#### YOUR TASK:
Show each line of the data below that has the string "Keep" in it.

#### DATASET ENTRIES:
+ + + + +

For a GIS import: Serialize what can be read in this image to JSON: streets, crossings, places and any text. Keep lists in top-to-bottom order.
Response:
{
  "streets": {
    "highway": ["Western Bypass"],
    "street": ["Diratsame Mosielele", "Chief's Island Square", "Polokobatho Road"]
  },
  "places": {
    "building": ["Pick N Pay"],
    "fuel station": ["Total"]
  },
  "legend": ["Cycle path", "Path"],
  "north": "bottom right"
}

+ + + + +

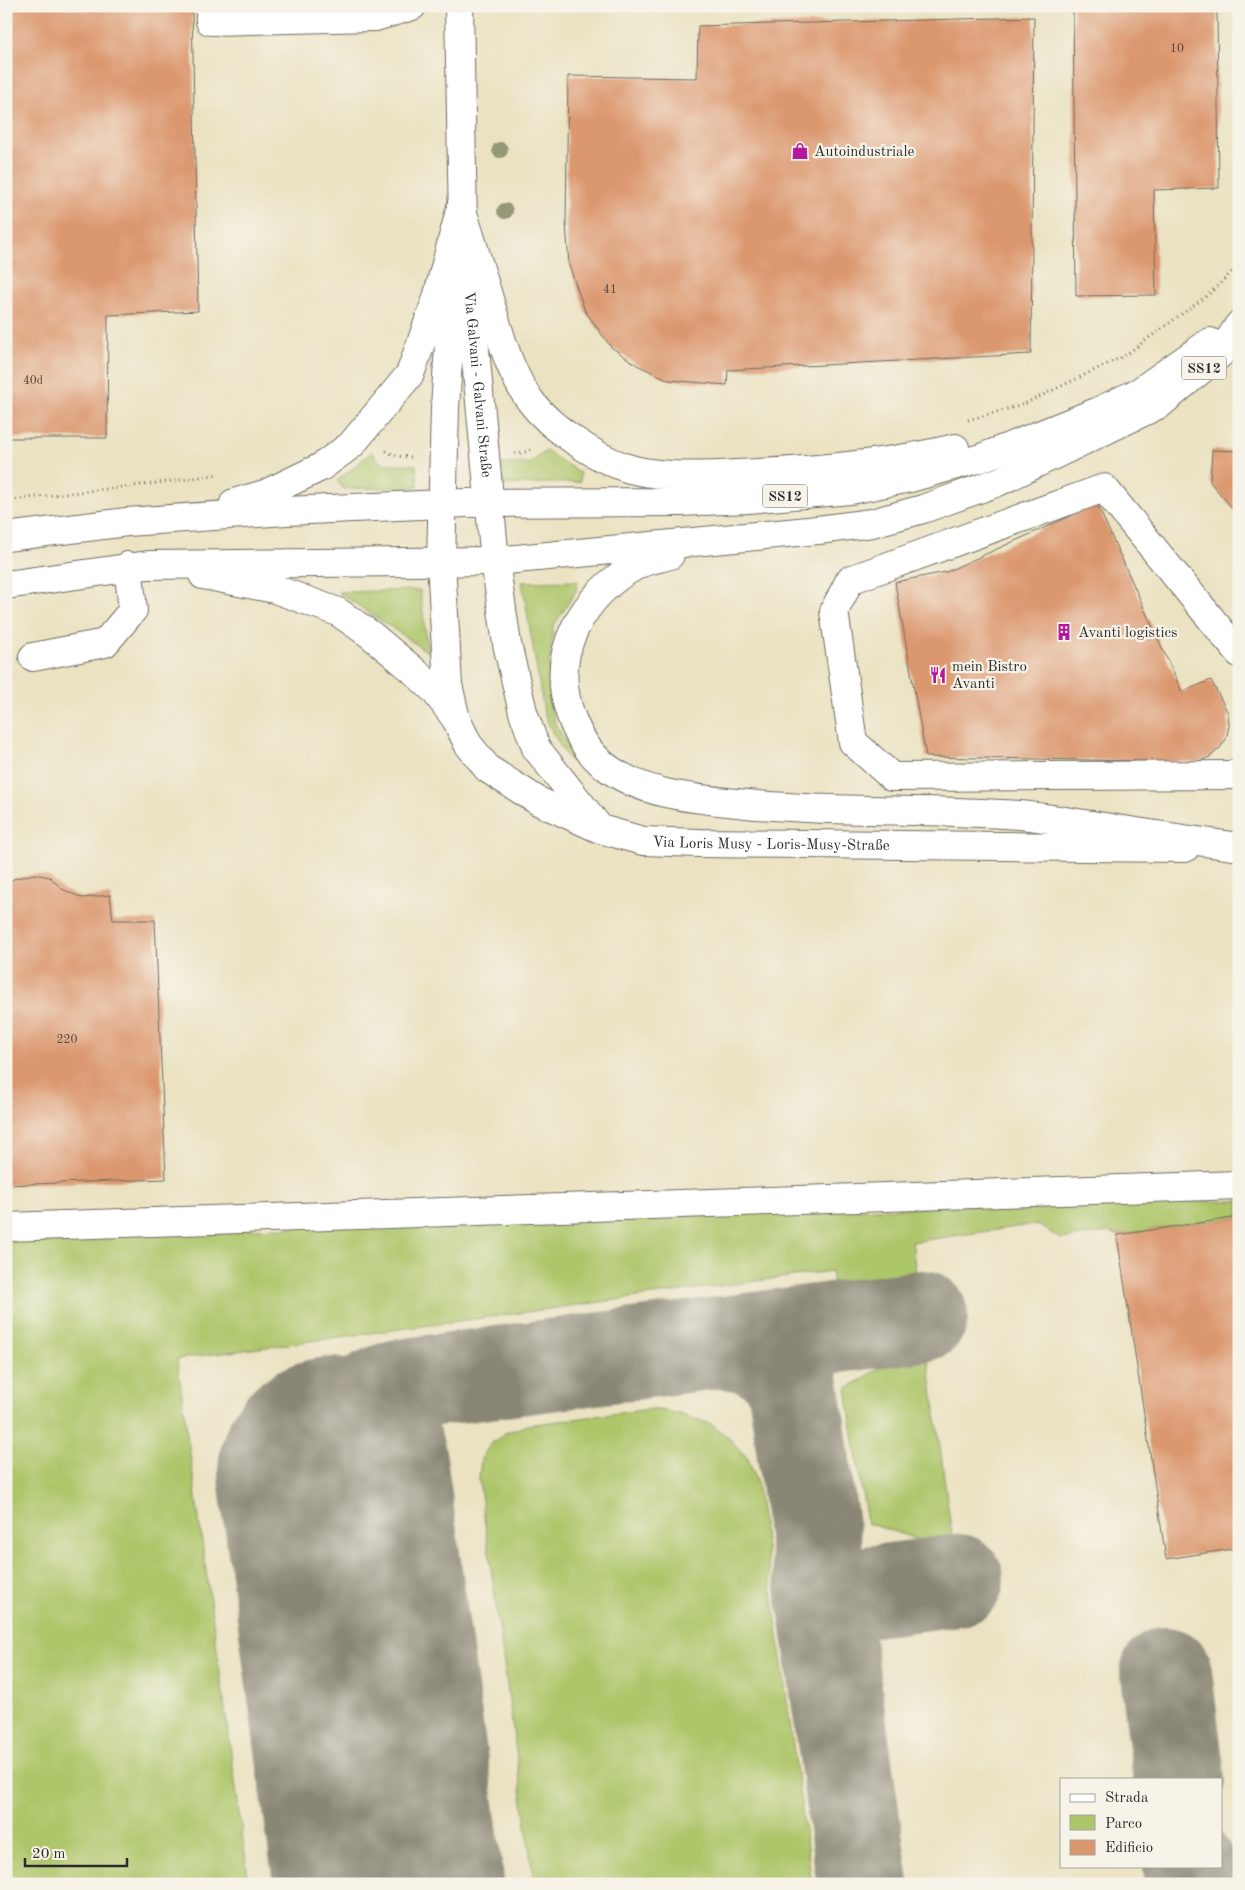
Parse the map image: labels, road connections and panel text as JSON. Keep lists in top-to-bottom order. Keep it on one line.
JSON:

+ + + + +

#### RESPONSE AREA:
For a GIS import: Serialize what can be read in this image to JSON: streets, crossings, places and any text. Keep lists in top-to-bottom order.
Parse the map image: labels, road connections and panel text as JSON. Keep lists in top-to-bottom order. Keep it on one line.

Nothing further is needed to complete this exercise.